I've never had "Feelings" for a female until recently. (I've been with a couple girls, but that was strictly sexual). This girl is amazing, and awesome in every way. We've become very close in the past 6 months or so. She is a lesbian that just got out of a four year relationship (when we first met, they broke up). She's been very hung up on this girl, and there's no sign of them getting back together. (Her ex has a new BOYfriend now). Anyways, so I finally came to grips with the fact that I have feelings for this girl, and last night I told her how I felt. She didn't give me any feedback on her feelings towards me at all. I felt like an idiot. But then later informed me that she's "not ready yet". She promises that it won't be weird between us, because that was my biggest concern. My problem is...I feel like an ass, and feel like I may have ruined a good friendship. I haven't spoken to her since it happend last night. But I just need someone to talk to about this. I'm totally lost.
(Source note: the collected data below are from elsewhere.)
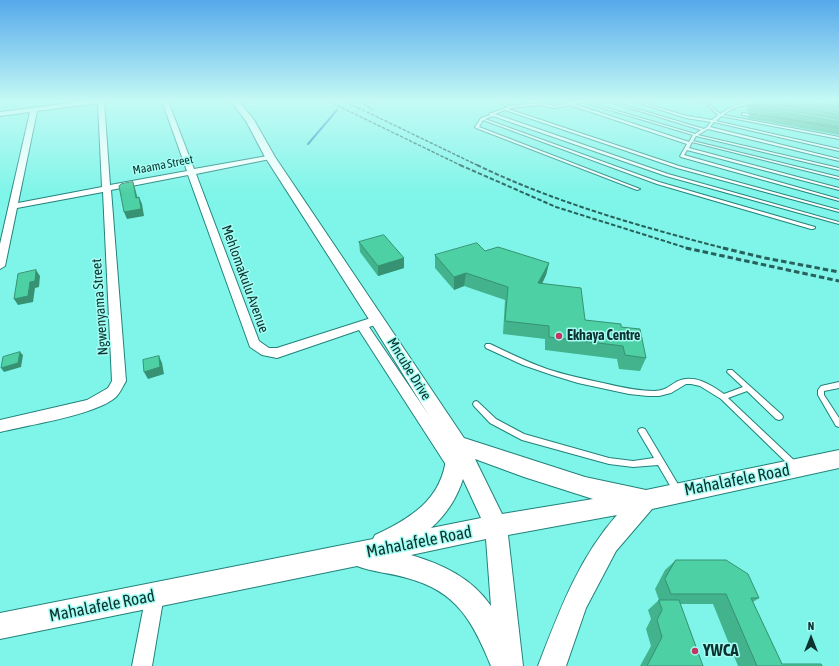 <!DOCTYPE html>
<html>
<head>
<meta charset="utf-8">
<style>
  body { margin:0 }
  #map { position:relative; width:839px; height:666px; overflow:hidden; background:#7ff5e9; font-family:"Asap Condensed",sans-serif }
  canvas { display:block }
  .north { position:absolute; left:791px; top:618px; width:40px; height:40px; -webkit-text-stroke:3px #a5fef4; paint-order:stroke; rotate:0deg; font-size:11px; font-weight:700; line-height:16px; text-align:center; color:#0c332f }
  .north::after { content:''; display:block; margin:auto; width:14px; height:18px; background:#0c332f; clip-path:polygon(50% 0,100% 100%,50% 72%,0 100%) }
</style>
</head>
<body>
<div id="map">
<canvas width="839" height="666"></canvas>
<div class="north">N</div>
</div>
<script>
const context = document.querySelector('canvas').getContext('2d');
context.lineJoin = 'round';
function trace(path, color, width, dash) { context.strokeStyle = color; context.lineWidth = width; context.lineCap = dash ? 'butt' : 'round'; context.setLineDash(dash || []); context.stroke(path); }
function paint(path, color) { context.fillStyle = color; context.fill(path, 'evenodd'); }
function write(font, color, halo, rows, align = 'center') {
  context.font = font + ' "Asap Condensed",sans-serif'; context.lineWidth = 3; context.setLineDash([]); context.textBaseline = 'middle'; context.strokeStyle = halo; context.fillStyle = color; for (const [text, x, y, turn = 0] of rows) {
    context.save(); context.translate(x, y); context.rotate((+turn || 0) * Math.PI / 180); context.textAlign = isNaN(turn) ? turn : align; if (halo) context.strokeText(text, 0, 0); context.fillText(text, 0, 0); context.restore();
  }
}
const stream = new Path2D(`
  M371,103L376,101
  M308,144L337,110`);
const lane = new Path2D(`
  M497,101H499L510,106L540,103L554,106L566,104L560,102V101L570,103L581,101H587V102L695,134L701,130L607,101H610L704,129L707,127L711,122L686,118L633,101H636L687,116L712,120L718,115L703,101H705L720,114C731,106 746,101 759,101V102C746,105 734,106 723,115L839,137V139L721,116L716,121L839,149V151L714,122L710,127L839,159V161L708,129L698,135L839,168V170L696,136L693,141L839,177V179L692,142L689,148L839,188V190L687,150L684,155L839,199V201L681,157L680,156L687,144L570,105L554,108L540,105L511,108L508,109L679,166L839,210V212L677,168L505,110L495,114L668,174L839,222V224L666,176L493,116L485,119L659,182L815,227V228L813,229H811L657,184L483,120L479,127L640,189L637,190L476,128L475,127L481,118L490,115V113H492L508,107L497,102ZM583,102L693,135L689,142L574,104Z
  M743,113L757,115L759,116L757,117L742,115V113Z
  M486,344H490C509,353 527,362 547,369C565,375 584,379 603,383C620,387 637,391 654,391C664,391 668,387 676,382C693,373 710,384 724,394L743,387L727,372L728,370H732L782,415L783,417L782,419L779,420L776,419L747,391L728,398L798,464L799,466L798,468L795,469L792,468L721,399L700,386L691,384H686L671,393L659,396H648L629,394L578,383L552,375L523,365L486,348L485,346Z
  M839,382V388L824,391V395L839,418V427L836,426L818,395V390L821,386Z
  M476,401L478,402L496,419L524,434L609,458L633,461L654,458L638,431L639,429L642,428L645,429L682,491L681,494L678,495L675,494L658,465L633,467L609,464L522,440L490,423L474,406L473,404L474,402Z`);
const street = new Path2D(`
  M87,101H104L110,185L187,171L162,101H168L194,169L273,155V159H270L196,174L259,341L269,348H277L374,317H382L384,320L382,323L369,327L460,461L463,466L460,471L455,473L450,471L359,330L277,358L262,355L250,347L188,175L111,190L126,381C123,386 120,393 116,397C96,415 28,425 0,432V420L87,400L108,388L112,381L103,192L17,208L5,266L0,269V244L30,112L0,116V112ZM98,103L102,187L18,203L37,111Z
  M155,586L162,588L164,595L152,666H132L146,595L148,588Z`);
const secondary = new Path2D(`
  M231,101H239L254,120L275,157L464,438L585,477L646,490L839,450V468L652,509L616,551L586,608L566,666H538C559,612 578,559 617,515L508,535L523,666H491C473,622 457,591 407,578C391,573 372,572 357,566L0,639V613L373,539L375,535C416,516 447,495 447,445L372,324L265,157L246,121ZM475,459L524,477L593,499L502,514ZM463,479L481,518L431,528C446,515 457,498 463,479ZM486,539L491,606C472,578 442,564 411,555Z`);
const railFar2 = new Path2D(`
  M328,101L462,166
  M344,101L479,166
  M359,101L373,110`);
const railFar1 = new Path2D(`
  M460,165L556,207L690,249
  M477,165C556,203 642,227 727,249`);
const rail = new Path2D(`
  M686,248L839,281
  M723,248L765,258L839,272`);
const wall = new Path2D(`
  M754,101H839V111L770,101L839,112V135L747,118L750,113L787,119L746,111L749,104H752Z
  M359,242L404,258V268L378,276L360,252Z
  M485,251L549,263L546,275L542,284L585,320L621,327L646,358L640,371L619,369L617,359L545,350V339L503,334L505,300L464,286L454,290L435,268V255Z
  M676,560L759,598L753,602L782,664L822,666H738L713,604H680L703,666H640L651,646L646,629L651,619L648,610L659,600L655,589L665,570Z`);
const shadedWall = new Path2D(`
  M133,182L135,188L139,204L136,198Z
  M139,197L142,204L144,216L127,219L124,212Z
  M404,258V268L378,276V266Z
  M549,263L546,275L536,296L538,283Z
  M36,270L40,276L39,287L35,288L33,302L18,305L14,299L30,282Z
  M466,273L464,286L454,290V277Z
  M20,352L23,355L21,367L4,372L1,368Z
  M159,356L162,363L164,374L148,379L144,372Z`);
const building = new Path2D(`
  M760,101H770L839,112V114Z
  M806,101H821L839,104V106Z
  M749,104L839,119V122L749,106Z
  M750,113L839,127V128Z
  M133,182L136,198L139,197L141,209L124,212L119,186L121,184Z
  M384,235L404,258L378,266L359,242Z
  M477,243L485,251L498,247L549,263L538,283L581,288L585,320L621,324V327L640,329L646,358L625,355L623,346L549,337V326L505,321L508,287L466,273L454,277L435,255Z
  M36,270L35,281L30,282L28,296L14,299L18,274Z
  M20,352L18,363L1,368L3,357Z
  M159,356L160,367L144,372L143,360Z
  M676,560H726L748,574L759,598H751L782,664H821L822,666H757L726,594H671L665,579Z
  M659,600H679L703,666H647L662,637L657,620L662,610Z`);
const markers = [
  [559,336,4,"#c33562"],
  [695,651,4,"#c33562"]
];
const farStreetnames = [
  ["Maama Street",163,165,-11]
];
const streetNames = [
  ["Mehlomakulu Avenue",245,279,70],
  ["Ngwenyama Street",100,307,-94],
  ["Mncube Drive",409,369,58]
];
const poiNames = [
  ["Ekhaya Centre",567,336]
];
const nearStreetnames = [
  ["Mahalafele Road",737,480,-11],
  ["Mahalafele Road",419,542,-11],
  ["Mahalafele Road",102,606,-11]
];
const nearPoinames = [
  ["YWCA",703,651]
];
trace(stream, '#157ab6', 2);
trace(lane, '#22827a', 2);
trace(street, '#22827a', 2);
trace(secondary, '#22827a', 2);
paint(lane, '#fff');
paint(street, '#fff');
paint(secondary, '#fff');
trace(railFar2, '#27615b', 1.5, [3.5, 1.5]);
trace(railFar1, '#27615b', 2, [4.5, 2]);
trace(rail, '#27615b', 3, [5.5, 3]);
paint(wall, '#42b38c');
paint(shadedWall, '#369272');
paint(building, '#4dd0a3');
trace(building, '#369272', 1);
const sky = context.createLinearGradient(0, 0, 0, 194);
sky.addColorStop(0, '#55a9eb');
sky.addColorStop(0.52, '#c5faf5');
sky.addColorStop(1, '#c5faf500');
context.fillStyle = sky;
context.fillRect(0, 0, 839, 194);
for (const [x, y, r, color] of markers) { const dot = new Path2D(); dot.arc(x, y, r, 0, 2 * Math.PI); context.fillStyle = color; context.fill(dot); trace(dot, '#a5fef4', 1.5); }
write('12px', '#0c332f', '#a5fef4', farStreetnames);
write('14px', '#0c332f', '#a5fef4', streetNames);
write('bold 14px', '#0c332f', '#a5fef4', poiNames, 'left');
write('17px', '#0c332f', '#a5fef4', nearStreetnames);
write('bold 17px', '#0c332f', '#a5fef4', nearPoinames, 'left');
</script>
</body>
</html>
Thank you for your time and input,
Crushed by a Crush. :(

trip1
Dec 17, 2006, 8:51 AM
Hi. Just my thoughts. Being up front and honest is the true mark of a good friendship. Your friend told you a relationship now was to soon after her break up and I can see that. When I broke up with my wife years ago the last thing I wanted was to get involved again but given time that passes. Just be a good friend and give her some time to square herself off. She now know's how you feel so wait and see what happens and don't push. Is it worth the wait for you? Only you can answer that one...

SweetCherryBombz
Dec 17, 2006, 8:57 AM
Is it worth the wait for you? Only you can answer that one...
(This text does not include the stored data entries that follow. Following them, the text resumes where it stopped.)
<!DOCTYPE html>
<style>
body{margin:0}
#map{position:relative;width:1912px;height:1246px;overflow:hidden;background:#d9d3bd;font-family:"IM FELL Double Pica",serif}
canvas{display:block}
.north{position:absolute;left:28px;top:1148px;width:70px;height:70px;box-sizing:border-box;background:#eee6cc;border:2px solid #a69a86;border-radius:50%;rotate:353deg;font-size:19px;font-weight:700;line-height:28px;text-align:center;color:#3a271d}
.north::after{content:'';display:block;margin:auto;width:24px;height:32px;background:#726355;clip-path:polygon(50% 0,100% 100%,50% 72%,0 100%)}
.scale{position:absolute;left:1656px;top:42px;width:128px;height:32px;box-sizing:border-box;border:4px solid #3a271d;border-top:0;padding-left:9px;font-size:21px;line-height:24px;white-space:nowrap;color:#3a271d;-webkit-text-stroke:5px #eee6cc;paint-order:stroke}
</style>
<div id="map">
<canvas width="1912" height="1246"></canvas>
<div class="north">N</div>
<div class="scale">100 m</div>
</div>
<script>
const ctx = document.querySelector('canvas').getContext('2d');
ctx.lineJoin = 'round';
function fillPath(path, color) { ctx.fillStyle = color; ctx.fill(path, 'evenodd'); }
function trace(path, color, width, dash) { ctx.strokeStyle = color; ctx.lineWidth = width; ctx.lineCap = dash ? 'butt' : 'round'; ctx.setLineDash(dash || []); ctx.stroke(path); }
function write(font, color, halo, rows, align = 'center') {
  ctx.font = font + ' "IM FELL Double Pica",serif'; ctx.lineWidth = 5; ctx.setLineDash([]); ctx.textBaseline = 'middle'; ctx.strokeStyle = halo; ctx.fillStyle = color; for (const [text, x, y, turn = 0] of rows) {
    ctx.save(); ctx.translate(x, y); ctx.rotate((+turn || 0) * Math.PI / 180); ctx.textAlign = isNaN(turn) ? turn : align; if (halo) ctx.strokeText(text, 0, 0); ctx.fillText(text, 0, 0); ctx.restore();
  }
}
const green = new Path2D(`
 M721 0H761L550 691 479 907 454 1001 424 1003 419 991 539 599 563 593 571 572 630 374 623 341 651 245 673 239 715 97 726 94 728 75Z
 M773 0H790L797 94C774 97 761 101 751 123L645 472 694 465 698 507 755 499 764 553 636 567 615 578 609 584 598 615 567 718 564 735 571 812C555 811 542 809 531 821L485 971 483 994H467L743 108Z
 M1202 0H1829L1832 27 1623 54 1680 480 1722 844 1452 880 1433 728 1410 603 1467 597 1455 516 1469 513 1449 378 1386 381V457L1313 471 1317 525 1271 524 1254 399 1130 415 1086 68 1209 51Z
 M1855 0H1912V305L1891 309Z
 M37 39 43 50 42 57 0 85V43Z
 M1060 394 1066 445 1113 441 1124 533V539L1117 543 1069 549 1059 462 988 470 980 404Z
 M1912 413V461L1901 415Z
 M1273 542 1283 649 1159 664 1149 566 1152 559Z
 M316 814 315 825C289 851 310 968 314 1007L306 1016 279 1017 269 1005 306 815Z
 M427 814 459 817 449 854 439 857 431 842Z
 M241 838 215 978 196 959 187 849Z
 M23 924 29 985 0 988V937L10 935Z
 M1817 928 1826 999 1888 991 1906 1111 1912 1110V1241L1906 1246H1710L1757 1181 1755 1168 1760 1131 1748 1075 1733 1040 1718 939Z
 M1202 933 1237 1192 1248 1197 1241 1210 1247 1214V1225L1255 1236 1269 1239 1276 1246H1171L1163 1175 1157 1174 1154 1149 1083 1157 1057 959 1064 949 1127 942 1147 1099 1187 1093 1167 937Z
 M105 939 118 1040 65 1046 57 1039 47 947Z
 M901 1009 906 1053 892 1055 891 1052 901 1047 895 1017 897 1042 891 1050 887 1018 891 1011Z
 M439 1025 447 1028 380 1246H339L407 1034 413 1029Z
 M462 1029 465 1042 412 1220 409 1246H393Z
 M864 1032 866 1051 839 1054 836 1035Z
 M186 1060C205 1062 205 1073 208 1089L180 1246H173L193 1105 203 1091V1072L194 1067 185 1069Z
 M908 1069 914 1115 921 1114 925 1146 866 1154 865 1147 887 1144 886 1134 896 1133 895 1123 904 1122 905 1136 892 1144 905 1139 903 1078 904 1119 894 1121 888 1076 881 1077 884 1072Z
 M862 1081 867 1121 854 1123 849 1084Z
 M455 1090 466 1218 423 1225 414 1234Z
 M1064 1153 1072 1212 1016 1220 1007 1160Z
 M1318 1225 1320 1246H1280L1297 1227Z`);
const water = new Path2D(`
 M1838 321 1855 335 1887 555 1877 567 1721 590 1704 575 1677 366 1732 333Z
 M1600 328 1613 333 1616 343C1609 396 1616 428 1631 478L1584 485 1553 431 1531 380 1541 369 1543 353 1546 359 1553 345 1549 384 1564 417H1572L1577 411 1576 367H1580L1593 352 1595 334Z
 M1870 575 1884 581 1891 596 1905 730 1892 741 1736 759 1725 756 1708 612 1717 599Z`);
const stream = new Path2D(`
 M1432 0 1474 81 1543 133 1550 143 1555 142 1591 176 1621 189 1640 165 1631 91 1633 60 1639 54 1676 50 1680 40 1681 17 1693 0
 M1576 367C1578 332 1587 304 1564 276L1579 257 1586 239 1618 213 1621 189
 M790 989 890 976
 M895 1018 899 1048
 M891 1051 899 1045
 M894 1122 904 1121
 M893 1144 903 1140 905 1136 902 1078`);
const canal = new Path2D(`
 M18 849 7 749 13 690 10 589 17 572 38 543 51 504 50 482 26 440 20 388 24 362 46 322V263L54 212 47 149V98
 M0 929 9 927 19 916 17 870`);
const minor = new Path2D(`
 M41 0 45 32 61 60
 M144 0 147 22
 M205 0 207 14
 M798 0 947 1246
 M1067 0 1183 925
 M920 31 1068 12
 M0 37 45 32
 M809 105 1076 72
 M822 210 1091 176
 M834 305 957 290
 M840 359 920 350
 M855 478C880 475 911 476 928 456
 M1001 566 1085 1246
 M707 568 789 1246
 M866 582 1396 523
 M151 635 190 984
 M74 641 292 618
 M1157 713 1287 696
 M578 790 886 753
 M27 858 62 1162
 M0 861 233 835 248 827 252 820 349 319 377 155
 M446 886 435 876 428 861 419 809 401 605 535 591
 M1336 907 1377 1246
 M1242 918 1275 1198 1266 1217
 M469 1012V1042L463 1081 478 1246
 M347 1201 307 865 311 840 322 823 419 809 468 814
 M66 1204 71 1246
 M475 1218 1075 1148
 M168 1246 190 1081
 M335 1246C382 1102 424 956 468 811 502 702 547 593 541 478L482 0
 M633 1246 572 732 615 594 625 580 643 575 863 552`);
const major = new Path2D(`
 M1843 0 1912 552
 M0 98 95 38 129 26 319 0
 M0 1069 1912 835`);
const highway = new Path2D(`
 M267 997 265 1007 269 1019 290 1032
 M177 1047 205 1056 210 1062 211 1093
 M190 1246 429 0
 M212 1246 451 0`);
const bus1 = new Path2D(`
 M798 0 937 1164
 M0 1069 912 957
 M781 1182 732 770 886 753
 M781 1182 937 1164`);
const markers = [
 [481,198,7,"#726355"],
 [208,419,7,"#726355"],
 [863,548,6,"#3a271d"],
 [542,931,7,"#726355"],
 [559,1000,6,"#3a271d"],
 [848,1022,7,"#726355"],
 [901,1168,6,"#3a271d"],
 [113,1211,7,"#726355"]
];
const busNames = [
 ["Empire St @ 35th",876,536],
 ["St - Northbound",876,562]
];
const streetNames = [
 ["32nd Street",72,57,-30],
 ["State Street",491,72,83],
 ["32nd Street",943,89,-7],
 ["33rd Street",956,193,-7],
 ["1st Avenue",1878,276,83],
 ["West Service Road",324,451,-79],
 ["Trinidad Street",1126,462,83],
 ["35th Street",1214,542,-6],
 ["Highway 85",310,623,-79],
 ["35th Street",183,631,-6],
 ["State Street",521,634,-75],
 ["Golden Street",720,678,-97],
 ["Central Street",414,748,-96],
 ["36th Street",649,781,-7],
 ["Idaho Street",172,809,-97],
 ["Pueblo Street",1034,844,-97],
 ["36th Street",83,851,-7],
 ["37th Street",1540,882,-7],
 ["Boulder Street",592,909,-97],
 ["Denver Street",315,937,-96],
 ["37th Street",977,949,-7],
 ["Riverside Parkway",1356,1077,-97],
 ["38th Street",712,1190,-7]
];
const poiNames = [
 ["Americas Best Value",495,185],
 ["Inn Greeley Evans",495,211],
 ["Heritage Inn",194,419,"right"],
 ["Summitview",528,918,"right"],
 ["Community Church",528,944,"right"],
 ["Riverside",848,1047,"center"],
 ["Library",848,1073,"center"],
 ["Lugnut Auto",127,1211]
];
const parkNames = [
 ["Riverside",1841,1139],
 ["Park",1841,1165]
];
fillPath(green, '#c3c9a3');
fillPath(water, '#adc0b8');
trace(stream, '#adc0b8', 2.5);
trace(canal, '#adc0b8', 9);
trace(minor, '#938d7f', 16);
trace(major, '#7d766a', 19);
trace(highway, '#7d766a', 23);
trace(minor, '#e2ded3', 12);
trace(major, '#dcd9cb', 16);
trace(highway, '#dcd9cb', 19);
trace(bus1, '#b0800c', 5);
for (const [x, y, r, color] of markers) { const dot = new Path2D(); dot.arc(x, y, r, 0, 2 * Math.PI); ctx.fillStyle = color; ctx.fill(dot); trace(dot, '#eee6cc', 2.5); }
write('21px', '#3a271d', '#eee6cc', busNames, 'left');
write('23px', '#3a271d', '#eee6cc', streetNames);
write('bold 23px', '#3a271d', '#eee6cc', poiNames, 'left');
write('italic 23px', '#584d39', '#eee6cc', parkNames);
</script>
Definatly worth the wait. :tong:

LoveLion
Dec 17, 2006, 12:34 PM
Iv been in this situation before, and in that instance, yes, it did ruin the friendship.

But that doesnt mean it will. Iv also been on the other end of your situation, where a friend I had no feelings for told me she really likes me. In that situation it didnt ruin the friendship because we didnt let it.

I think it all depends on how open minded the person is and if they are comfortable with relationships with blurred lines.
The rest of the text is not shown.